Tubal Causes


Fallopian tube blockage prevents the egg from passing through and also prevents the sperm from reaching the egg. The sperm and egg usually meet in the fallopian tube where fertilization typically occurs. Tubal blockage can be caused by scar tissue, infection, hydrosalpinx, congenital abnormalities, fibroids, tubal ligation, and very often no obvious cause.

Tubal Reanastamosis:

This procedure is done to repair the fallopian tubes after a tubal ligation was performed. This procedure can be done via a laparoscopy (key hole surgery) or through a laparotomy (open surgery). Typically when done via Laparotomy the surgery is done under a microscope for more accurate suturing and a higher success rate.

Is a procedure where the fallopian tubes are surgically excised and removed. Unfortunately the only method of achieving a pregnancy after removal of both tubes is In-Vitro Fertilization (IVF). See hydrosalpinx to see importance of this surgery and why it increases the probability of achieving a pregnancy with IVF.


An alternative to salpingectomy (removal of the fallopian tubes) is a procedure called salpingostomy. Salpingostomy is essentially the attempt to reopen the fallopian tube surgically in the hopes that the fallopian tubes heal well and remain open. This method has the risk of the fallopian tubes reclosing and hydrosalpinx reforming. It also has the risk of causing an ectopic pregnancy (a pregnancy in the fallopian tube). Some physicians will perform this procedure if the hydrosalpinx is considered mild and the fimbria at the end of the fallopian tube appear relatively healthy.


This surgery is performd on the fimbria (the ends of the tube that are responsible for picking up the egg (oocyte). This procedure attempts to reopen the fimbria. This procedure is very successful when the patient is diagnosed with minor scar tissue in the pelvis.
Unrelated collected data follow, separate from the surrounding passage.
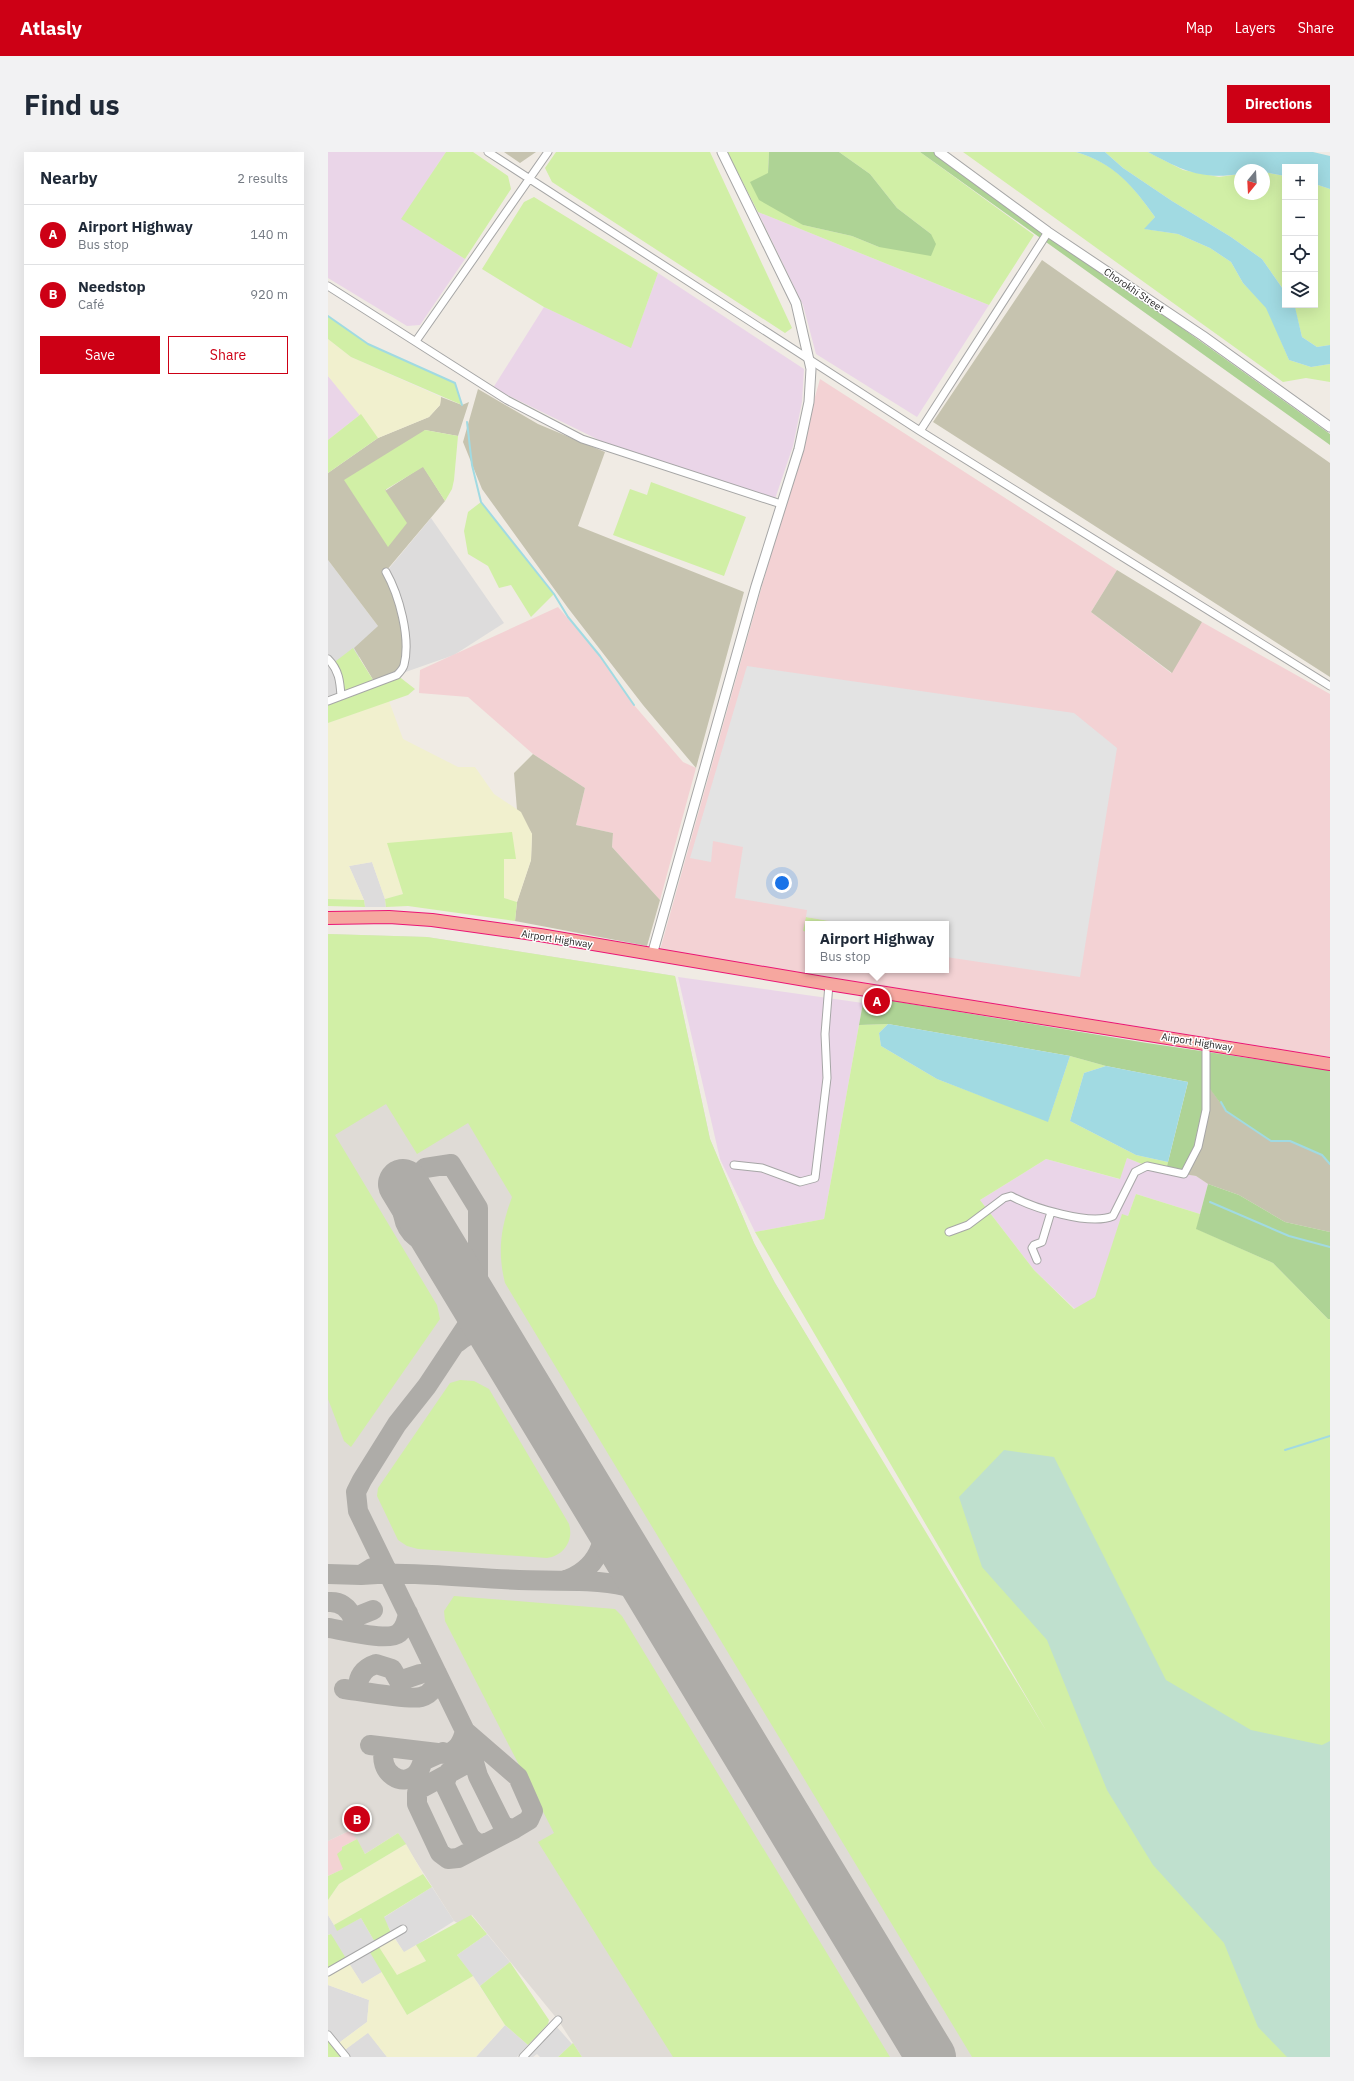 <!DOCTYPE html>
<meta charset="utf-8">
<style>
body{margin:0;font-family:"IBM Plex Sans",sans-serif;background:#f2f2f3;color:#1f2937}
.controls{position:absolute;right:12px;top:12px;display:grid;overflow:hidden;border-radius:0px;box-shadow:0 4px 16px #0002}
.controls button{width:36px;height:36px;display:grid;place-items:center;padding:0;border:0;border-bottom:1px solid #e0e1e3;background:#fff;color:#1f2937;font:20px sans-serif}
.compass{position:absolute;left:906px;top:12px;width:36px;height:36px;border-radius:50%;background:#fff;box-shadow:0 4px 16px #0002;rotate:198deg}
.you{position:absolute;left:454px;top:731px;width:14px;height:14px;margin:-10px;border:3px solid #fff;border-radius:50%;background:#1a73e8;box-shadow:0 0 0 6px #1a73e833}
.badge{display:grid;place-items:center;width:26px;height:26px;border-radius:50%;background:#cd0015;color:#fff;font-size:13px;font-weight:700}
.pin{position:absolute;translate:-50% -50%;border:2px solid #fff;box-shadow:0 1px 4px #0006}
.popup{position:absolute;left:477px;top:769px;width:144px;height:52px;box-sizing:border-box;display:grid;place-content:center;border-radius:0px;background:#fff;filter:drop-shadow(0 1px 3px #0005);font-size:13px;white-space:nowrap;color:#747a83}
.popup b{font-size:15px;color:#1f2937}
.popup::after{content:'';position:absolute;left:50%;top:100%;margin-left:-8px;border:8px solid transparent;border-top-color:#fff}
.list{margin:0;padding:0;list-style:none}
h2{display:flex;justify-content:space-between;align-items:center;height:52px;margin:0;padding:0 16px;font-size:17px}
h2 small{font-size:13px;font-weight:400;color:#747a83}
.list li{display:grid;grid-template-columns:26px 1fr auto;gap:12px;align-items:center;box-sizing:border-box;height:60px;padding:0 16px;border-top:1px solid #e0e1e3}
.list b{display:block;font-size:15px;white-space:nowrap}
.list p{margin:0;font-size:13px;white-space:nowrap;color:#747a83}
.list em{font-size:13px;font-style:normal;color:#747a83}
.actions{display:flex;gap:8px;padding:12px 16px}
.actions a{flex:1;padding:9px 0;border:1px solid #cd0015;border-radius:0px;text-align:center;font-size:14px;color:#cd0015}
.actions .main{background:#cd0015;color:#fff}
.icon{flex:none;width:22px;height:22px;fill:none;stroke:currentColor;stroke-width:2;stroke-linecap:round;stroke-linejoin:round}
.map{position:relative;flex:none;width:1002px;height:1905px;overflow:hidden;border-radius:0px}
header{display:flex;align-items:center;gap:24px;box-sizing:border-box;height:56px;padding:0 20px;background:#cd0015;color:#fff}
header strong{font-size:19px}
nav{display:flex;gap:22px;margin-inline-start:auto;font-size:14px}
.intro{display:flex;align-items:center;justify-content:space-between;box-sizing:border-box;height:96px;padding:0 24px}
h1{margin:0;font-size:28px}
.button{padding:10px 18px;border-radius:0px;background:#cd0015;color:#fff;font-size:14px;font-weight:700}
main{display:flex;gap:24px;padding:0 24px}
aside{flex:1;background:#fff;border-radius:0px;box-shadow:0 4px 16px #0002}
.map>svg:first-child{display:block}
.residential{fill:#dddcdc}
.commercial{fill:#f3d2d4;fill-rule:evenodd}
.industrial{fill:#ead5e8}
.airport{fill:#dfdbd6}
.construction{fill:#c6c3af}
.farmland{fill:#f1f0ce}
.grass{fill:#d1efa6}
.forest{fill:#aed395}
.wetland{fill:#bfe0ce}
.parking{fill:#e3e3e3}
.water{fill:#a1dae2}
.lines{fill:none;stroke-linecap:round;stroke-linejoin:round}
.stream{stroke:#a1dae2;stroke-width:2}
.taxiway{stroke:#aeaca8;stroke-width:20}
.runway{stroke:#aeaca8;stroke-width:50}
.minor-casing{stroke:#a6a6a6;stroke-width:9}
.tertiary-casing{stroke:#a6a6a6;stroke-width:11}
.trunk-casing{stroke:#ea1574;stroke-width:14}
.minor{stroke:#fff;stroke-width:7}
.tertiary{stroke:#fff;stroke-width:9}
.trunk{stroke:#f6a79f;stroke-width:12}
.labels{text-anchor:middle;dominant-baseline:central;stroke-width:3;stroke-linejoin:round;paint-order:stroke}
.street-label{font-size:10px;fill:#1f1f1f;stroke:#fff}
</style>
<header>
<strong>Atlasly</strong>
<nav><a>Map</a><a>Layers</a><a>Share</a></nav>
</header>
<div class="intro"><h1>Find us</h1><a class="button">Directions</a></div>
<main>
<aside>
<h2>Nearby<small>2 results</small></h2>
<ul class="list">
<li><span class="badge">A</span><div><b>Airport Highway</b><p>Bus stop</p></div><em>140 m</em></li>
<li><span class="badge">B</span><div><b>Needstop</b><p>Café</p></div><em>920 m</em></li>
</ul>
<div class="actions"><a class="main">Save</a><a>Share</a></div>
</aside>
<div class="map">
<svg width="1002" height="1905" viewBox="0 0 1002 1905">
<rect width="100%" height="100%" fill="#f0ebe4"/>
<path class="residential" d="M103 366 176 471 126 503 69 523 58 420Z
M0 408 50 474 41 484 13 544 0 549Z
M44 710 57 747 58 755H37L36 748 21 714Z
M104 1735 126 1769 76 1801 55 1766Z
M0 1763 9 1778 33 1766 48 1792 54 1820 34 1832 2 1782 0 1783Z
M159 1782 182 1810 152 1834 129 1803Z
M0 1833 41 1848 39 1870 8 1893 0 1887Z
M177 1873 200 1893 189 1905H148Z
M228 1874 244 1892 230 1905H212L209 1902 205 1905H196Z
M40 1880 59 1905H18L14 1900Z"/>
<path class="commercial" d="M492 227 789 418 763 460 843 521 874 470 1002 542V905L332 798ZM480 772H618V818H480Z
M230 455 272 504 306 553 355 610 368 616 332 748 284 695 285 681 248 673 257 636 205 602 140 545 91 541 92 518Z
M23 1678 29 1687 14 1695 15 1717 0 1724V1689Z"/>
<path class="industrial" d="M0 0H118L74 67 137 107 92 173 79 174 0 126Z
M430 60 661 153 589 265 488 202 475 153Z
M330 121 476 217 474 250 465 294 447 347 273 289 165 236 216 155 303 195Z
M0 224 33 262 0 288Z
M350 825 535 851 496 1067 427 1080 392 1007Z
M799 1006 819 1014 868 1024 880 1032 872 1062 808 1042 800 1064 794 1063 768 1145 747 1157 706 1118 652 1048 718 1007 791 1027Z"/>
<path class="airport" d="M0 782 99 785 347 824 382 987 426 1091 447 1131 910 1905H254L230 1868 144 1763 131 1772 126 1769 70 1681 37 1702 23 1678 0 1689Z"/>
<path class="construction" d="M176 0H208L192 11Z
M714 108 1002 311V525L605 270Z
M150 237 210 272 277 300 250 374 416 440 368 616 315 553 240 456 154 337 135 290Z
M113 245 134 253 141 250 130 284 97 278 57 339 95 314 117 349 58 419 67 436 77 504 69 523 47 531 26 496 50 474 0 408V321L50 286 101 265 112 253Z
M789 418 874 470 844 521 763 460Z
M205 602 257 636 248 673 285 681 284 695 332 748 319 794 187 769 189 750 203 708 204 682 189 658 186 621Z
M877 929 898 959 943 989H962L994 1003 1002 1012V1080L957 1070 911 1043 880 1032 868 1024 856 1022Z"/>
<path class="farmland" d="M0 187 23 205 113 245 112 253 101 265 50 286 0 224Z
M61 549 75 587 130 615H147L166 642 193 660 204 682 203 708 189 750 176 746V707H187L60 691 75 742 57 747 44 710 21 714 36 748 0 747V571Z
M78 1692 95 1722 6 1773 0 1763V1748L11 1732Z
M64 1783 76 1800 88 1793 98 1809 69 1824 48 1792Z
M19 1808 34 1832 54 1820 79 1863 145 1824 177 1873 148 1905H59L40 1881 14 1900 8 1893 39 1870 41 1848 0 1833V1820Z"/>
<path class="grass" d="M118 0H145L180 24 183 37 137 107 73 67Z
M228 0H382L464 176 457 181 224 30 217 16Z
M399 0H441L440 21 475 73 524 84 551 95 603 82 569 56 542 22 511 0H592L706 83 661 153 430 60Z
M635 0H748C787 11 805 34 827 65L817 77 850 82 882 96 903 110 915 131 939 156 961 208 983 215 1002 212V230L978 226 955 230Z
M777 0H820L855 18 891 25 912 22V42H936V20L957 24V140L934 107 903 85 844 49 795 16Z
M987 32 1002 37V193L989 195 974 185 966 153H987Z
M206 45 330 121 303 196 216 155 154 117 196 50Z
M0 164 40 192 127 231 134 253 23 205 0 187Z
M33 262 50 286 0 321V288Z
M97 278 130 284 126 328 124 337 117 349 95 315 57 338 79 371 60 395 16 328Z
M323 330 418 365 396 424 285 383 302 337 319 343Z
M153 350 226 442 203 465 183 433 171 436 160 414 140 402 136 379 140 360Z
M25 496 47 531 69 523 87 537 80 543 0 571V549L13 544 4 512Z
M184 680 188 707H176V746L189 750 187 769 80 754 58 755 57 747 75 742 59 691Z
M0 747 36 748 37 755 0 754Z
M478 765 519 772H480V780L475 779Z
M0 782 99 785 347 824 382 987 426 1091 447 1131 719 1580 427 1080 496 1067 531 873 560 872 551 881 553 894 609 927 720 969 742 904 778 914 756 921 742 969 808 1003 840 1010 838 1018 819 1014 799 1006 792 1027 718 1007 652 1048 706 1118 746 1157 767 1145 794 1062 800 1064 808 1042 872 1062 869 1077 945 1111 1000 1167H1002V1905H644L177 1131C169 1099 173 1075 184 1045L140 971 89 1002 58 952 7 983 109 1153 112 1167 23 1295 16 1289 0 1247Z
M132 1228 146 1229 161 1237 241 1372C246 1388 236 1404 219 1406L90 1397 79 1394 70 1388 49 1344 50 1336 122 1231Z
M126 1444 287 1457 294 1464 562 1905H345L210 1690 226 1681 117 1469 116 1459Z
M70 1681 78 1692 11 1732 0 1748V1724L15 1717 9 1702 14 1698V1695L29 1687 37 1702Z
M95 1722 104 1735 56 1765 64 1783 49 1792 69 1823 98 1809 88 1793 143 1763 159 1782 129 1803 145 1824 79 1863 40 1797 48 1792 33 1766 9 1779 6 1773Z
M3 1782 19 1808 0 1820V1783Z
M182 1810 221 1868 220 1872 200 1893 177 1873 152 1834Z
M0 1887 18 1905H0Z
M245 1891 254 1905H230Z"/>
<path class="forest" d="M441 0H511L542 22 569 56 603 82 608 92 603 104 551 95 524 84 475 73 431 48 422 30 440 21Z
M592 0H608L661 38 1002 282V293Z
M559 848 819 891 1002 918V1012L994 1003 962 989H943L898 959 877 930C879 969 874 987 856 1022L838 1018 860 930 778 914 742 904 560 872 531 873 535 851Z
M880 1032 911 1043 957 1070 1002 1080V1167H1000L945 1111 868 1077Z"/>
<path class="wetland" d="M676 1298 726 1305 838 1528 923 1578 994 1593 1002 1589V1905H959L930 1875 896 1791 825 1713 779 1638 719 1488 654 1415 631 1345Z"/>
<path class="parking" d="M419 514 746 561 789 596 752 825 618 805V772H519L478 765 479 758 407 746 415 695 385 689 383 710 362 706Z"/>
<path class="water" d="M748 0H777L795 16 844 49 903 85 934 107 957 140V153H966L967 155 974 185 989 195 1002 193V212L983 215 961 208 938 156 915 131 903 110 882 96 850 82 816 77 827 65C805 34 786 11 748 0Z
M820 0H985L1002 4V37L987 32V15H957V24L936 20V18H912V22C872 28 854 18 820 0Z
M560 872 742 904 720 970 609 927 553 894 551 881Z
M778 914 860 930 840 1010 808 1003 742 969 756 921Z"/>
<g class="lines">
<path class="stream" d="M0 164 40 192 127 231 134 253
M139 270 144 313 153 350 226 442 240 465 272 504 306 553
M893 950 898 959 943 989H962L994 1003 1002 1012
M882 1050 961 1084 1002 1095
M957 1298 1002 1284"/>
<path class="taxiway" d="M114 1096C105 1093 96 1091 88 1085 74 1075 71 1052 78 1037 83 1029 91 1022 97 1016L123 1012 150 1056V1157L99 1234 69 1272 34 1328 28 1340 30 1359 137 1579 150 1624 174 1672 180 1676 186 1677 130 1706 120 1707 112 1701 89 1652V1641L92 1637 140 1611 144 1601
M129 1191C154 1168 167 1187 181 1207
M0 1422 33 1423 44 1416
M33 1423C86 1419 138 1426 191 1428 221 1429 269 1427 297 1434 317 1440 327 1452 339 1468
M235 1429C268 1419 284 1388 271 1356
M0 1450C12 1449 20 1455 25 1466L45 1458
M0 1476C15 1478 60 1490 71 1481 77 1476 79 1468 80 1461
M16 1537C31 1539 82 1548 93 1545 105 1542 109 1531 109 1521
M31 1539C28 1525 36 1516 48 1512L64 1517 71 1529 92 1522
M42 1593 118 1602C130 1598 134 1591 137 1579L190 1625 205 1659 201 1668 186 1677
M57 1595C48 1621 76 1638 90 1620 92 1617 94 1612 95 1609L115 1600
M121 1620 117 1630 118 1635 142 1685 149 1691 157 1692"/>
<path class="runway" d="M75 1032 603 1905"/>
<defs>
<path id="minor" d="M160 0 592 279 1002 534
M0 134 179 248 254 287 453 352
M88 189 220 0
M592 279 720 80
M0 507C11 518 12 529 13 544
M0 549 69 523C72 520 75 517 76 513 83 486 71 443 58 420
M406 1013 434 1016 472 1030 487 1026 499 926 497 882 501 832
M621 1080 640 1073 676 1046 683 1044C705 1056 762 1074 785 1064L807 1020 819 1014 856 1022 870 995 878 958V892
M709 1108 704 1096 706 1093 714 1090 723 1060
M0 1820 75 1777
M0 1883 18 1905
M195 1905 230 1868"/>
<path id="tertiary" d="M611 0 720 80 875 184 1002 275
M324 803 428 434 471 297 481 250 483 217 468 151 394 0"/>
<path id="trunk" d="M0 766 61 765 104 768 212 783 501 832 1002 912"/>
</defs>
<use href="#minor" class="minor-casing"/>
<use href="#tertiary" class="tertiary-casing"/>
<use href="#trunk" class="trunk-casing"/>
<use href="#minor" class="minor"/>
<use href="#tertiary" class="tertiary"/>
<use href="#trunk" class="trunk"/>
</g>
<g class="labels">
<g class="street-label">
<text transform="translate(806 138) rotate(34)">Chorokhi Street</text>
<text transform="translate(229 787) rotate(9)">Airport Highway</text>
<text transform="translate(869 890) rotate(9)">Airport Highway</text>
</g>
</g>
</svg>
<div class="controls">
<button>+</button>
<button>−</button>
<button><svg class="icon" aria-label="locate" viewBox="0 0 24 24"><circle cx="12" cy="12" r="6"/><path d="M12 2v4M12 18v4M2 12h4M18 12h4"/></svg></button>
<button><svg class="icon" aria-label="layers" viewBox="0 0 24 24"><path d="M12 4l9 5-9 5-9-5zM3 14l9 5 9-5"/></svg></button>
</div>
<svg class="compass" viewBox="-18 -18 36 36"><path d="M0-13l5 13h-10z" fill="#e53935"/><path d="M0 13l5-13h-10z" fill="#747a83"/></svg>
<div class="you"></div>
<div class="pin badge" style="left:549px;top:849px">A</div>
<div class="popup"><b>Airport Highway</b>Bus stop</div>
<div class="pin badge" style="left:29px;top:1667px">B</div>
</div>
</main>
Fallopian Tube Cannulation:

This procedure is performed on the proximal portion of the fallopian tube (the part of the tube that is in the uterus or near the uterus). A small catheter is typically passed into the fallopian tube unblocking it. The physical unblocking can be done with a wire or with a plastic catheter. When a catheter is used, water is pushed through the tube to perform the unblocking. This procedure can be done via fluoroscopy or hysteroscopy. Flouroscopy is done with X-ray, hysteroscopy is a procedure where a camera is passed into the uterus (via the cervix) and the catheter is passed under direct visualization. Another common name for this procedure is "NOVY Cornual Cannulation".